Your goal: Write only the number of lines below in which "Karte" occurs.

Start of Records supplied

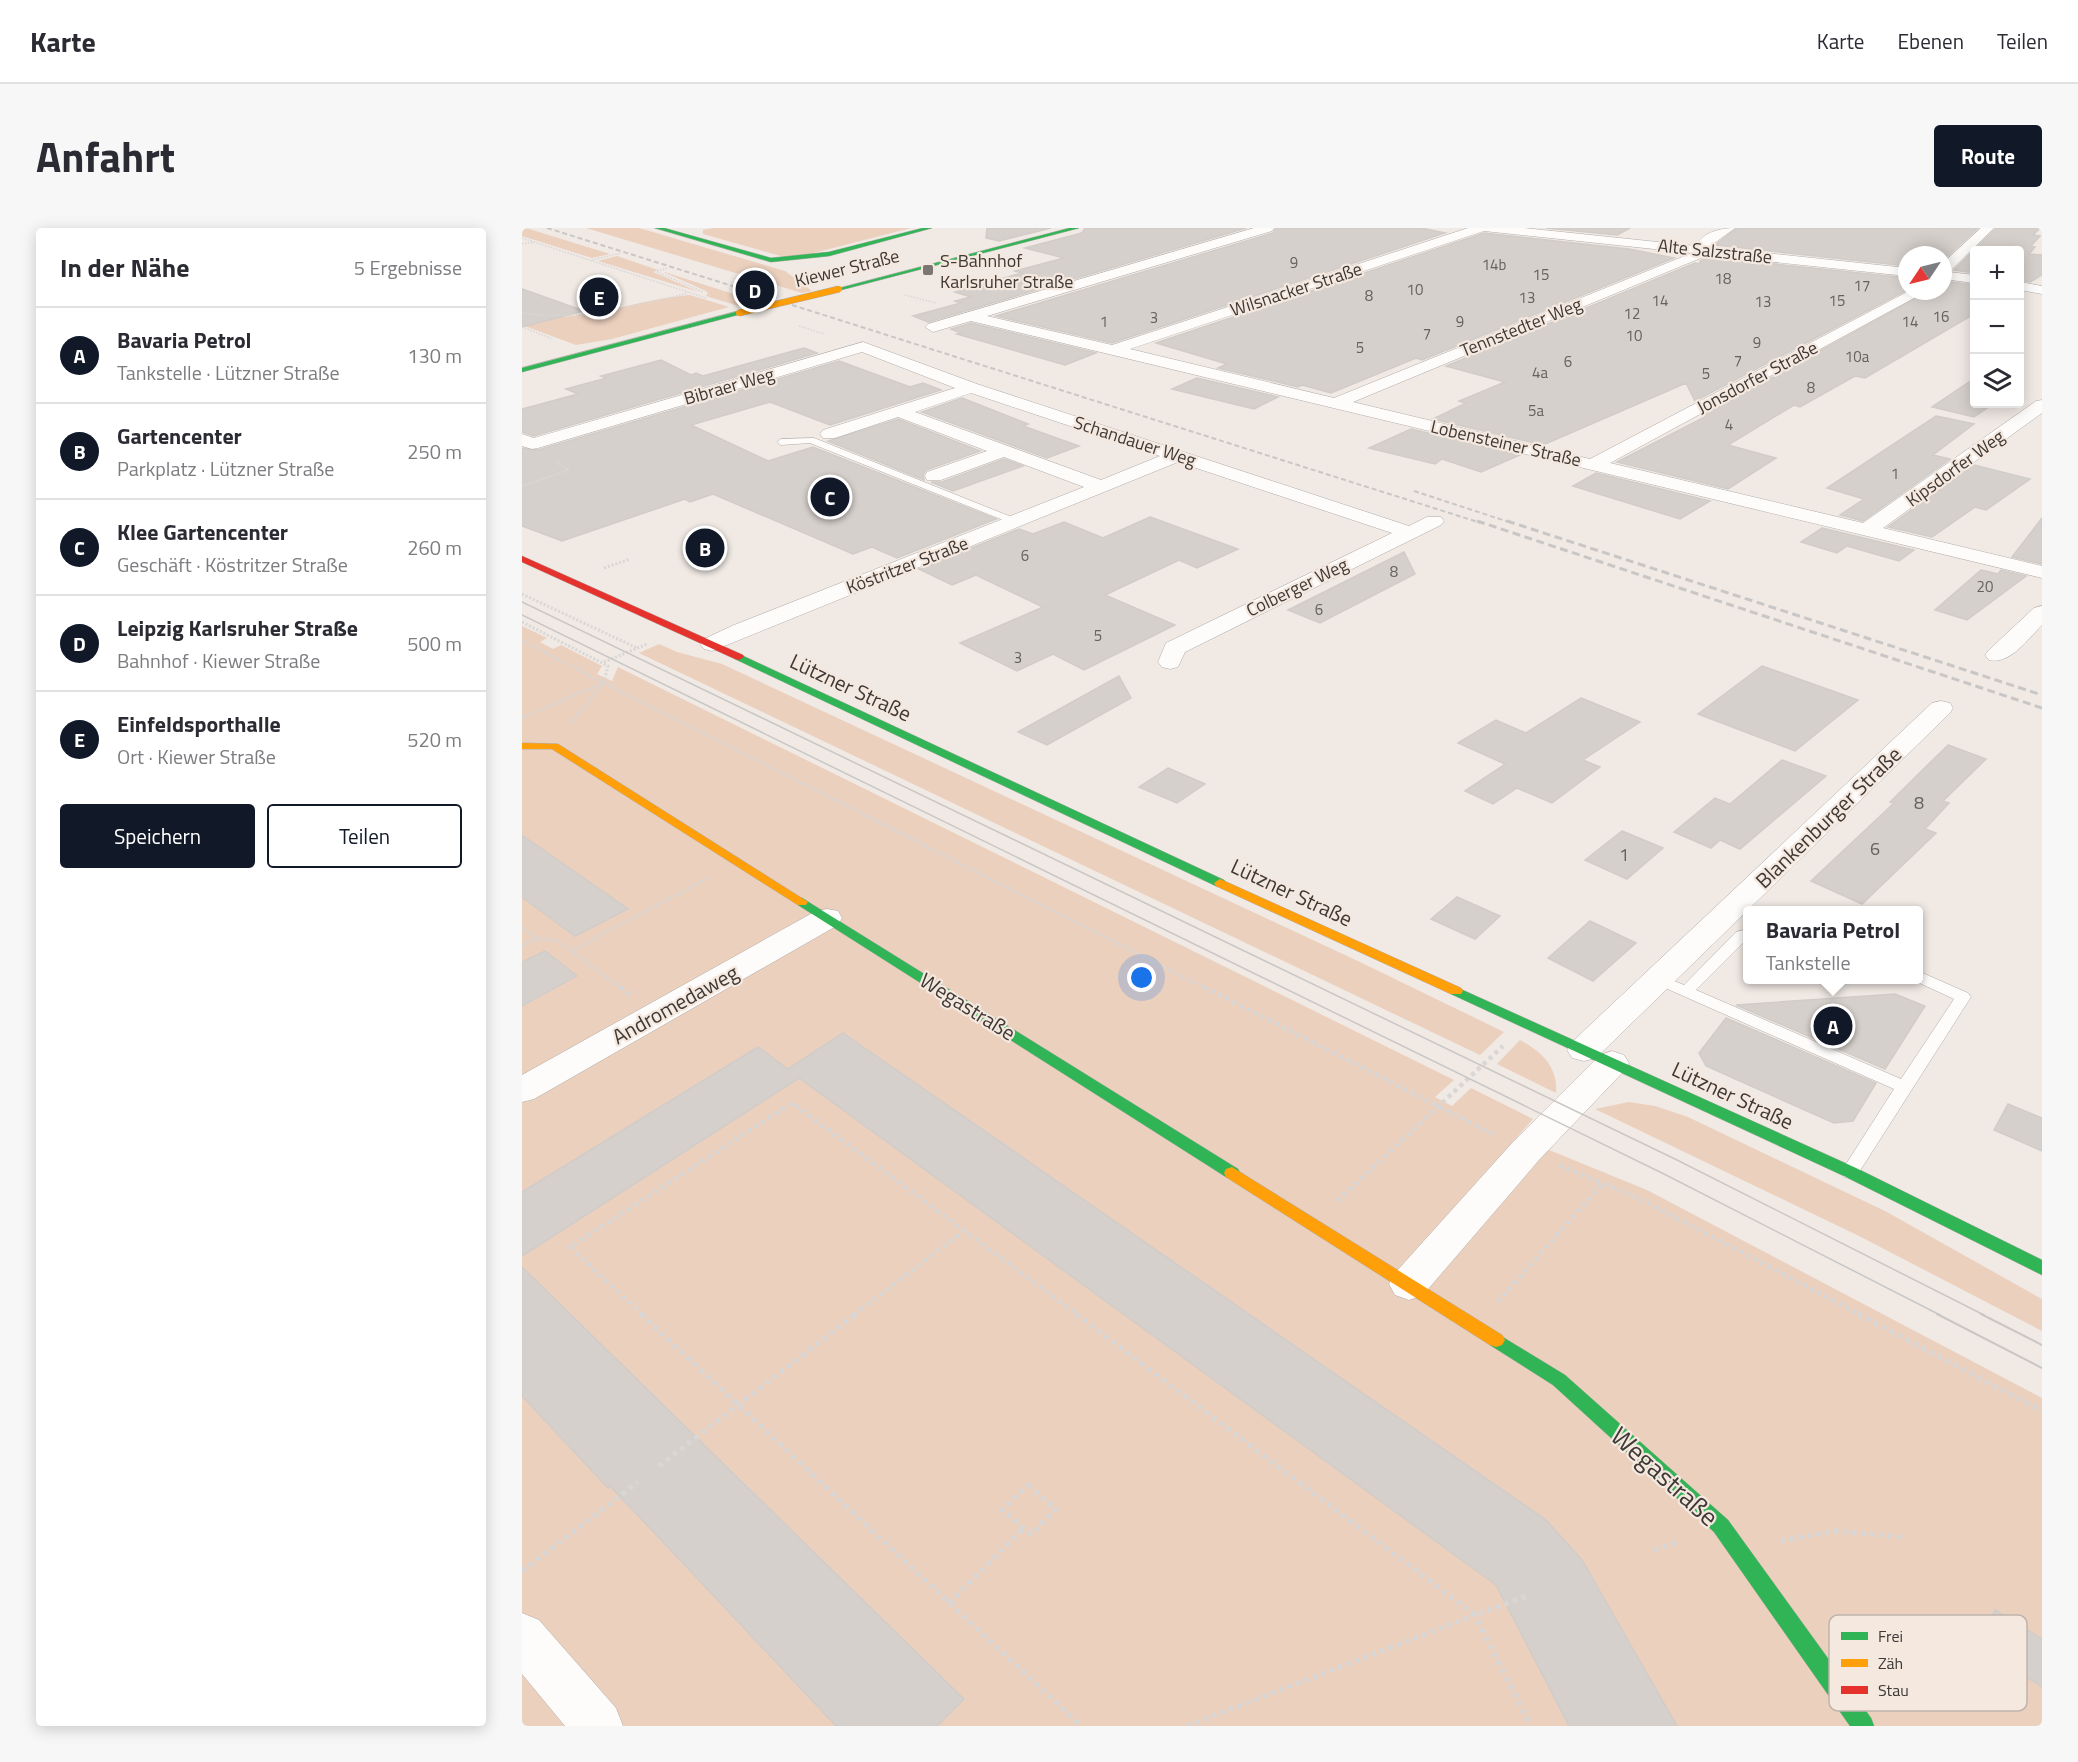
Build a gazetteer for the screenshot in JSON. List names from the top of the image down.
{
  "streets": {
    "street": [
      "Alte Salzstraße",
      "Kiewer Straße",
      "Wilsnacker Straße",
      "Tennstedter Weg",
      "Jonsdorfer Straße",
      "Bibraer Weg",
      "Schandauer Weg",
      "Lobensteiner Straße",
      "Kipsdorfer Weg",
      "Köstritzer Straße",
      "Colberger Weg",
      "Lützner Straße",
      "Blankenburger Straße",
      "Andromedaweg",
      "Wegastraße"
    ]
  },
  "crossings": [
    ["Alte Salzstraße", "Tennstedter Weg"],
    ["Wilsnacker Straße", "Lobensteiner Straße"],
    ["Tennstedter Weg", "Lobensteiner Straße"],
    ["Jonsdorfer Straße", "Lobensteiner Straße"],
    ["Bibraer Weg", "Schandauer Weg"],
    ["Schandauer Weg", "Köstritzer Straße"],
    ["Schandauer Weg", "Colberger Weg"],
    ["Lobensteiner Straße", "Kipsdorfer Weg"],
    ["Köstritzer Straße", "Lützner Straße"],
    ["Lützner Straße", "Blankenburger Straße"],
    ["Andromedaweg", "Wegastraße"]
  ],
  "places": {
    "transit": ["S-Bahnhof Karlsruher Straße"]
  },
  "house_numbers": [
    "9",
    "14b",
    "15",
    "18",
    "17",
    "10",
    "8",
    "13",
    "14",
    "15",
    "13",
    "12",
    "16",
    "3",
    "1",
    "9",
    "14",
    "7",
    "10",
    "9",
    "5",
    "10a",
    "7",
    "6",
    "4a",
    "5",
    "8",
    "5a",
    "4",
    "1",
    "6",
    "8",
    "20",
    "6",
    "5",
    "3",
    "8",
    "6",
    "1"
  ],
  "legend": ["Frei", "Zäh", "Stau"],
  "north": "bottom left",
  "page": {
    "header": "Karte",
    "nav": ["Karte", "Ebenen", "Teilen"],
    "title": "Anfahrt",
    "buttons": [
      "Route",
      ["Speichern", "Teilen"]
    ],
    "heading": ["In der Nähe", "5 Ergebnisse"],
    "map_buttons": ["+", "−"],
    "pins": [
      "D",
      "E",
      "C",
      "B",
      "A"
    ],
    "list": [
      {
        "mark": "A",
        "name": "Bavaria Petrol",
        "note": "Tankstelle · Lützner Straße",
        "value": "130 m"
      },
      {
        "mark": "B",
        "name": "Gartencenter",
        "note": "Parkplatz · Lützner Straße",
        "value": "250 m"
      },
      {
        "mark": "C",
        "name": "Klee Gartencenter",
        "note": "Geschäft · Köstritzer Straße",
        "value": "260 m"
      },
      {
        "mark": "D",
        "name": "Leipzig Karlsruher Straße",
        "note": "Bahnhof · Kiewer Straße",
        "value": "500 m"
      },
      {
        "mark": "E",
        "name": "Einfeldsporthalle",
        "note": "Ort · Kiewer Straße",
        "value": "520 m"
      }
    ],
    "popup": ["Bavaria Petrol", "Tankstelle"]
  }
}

End of Records supplied

Solved problem: 2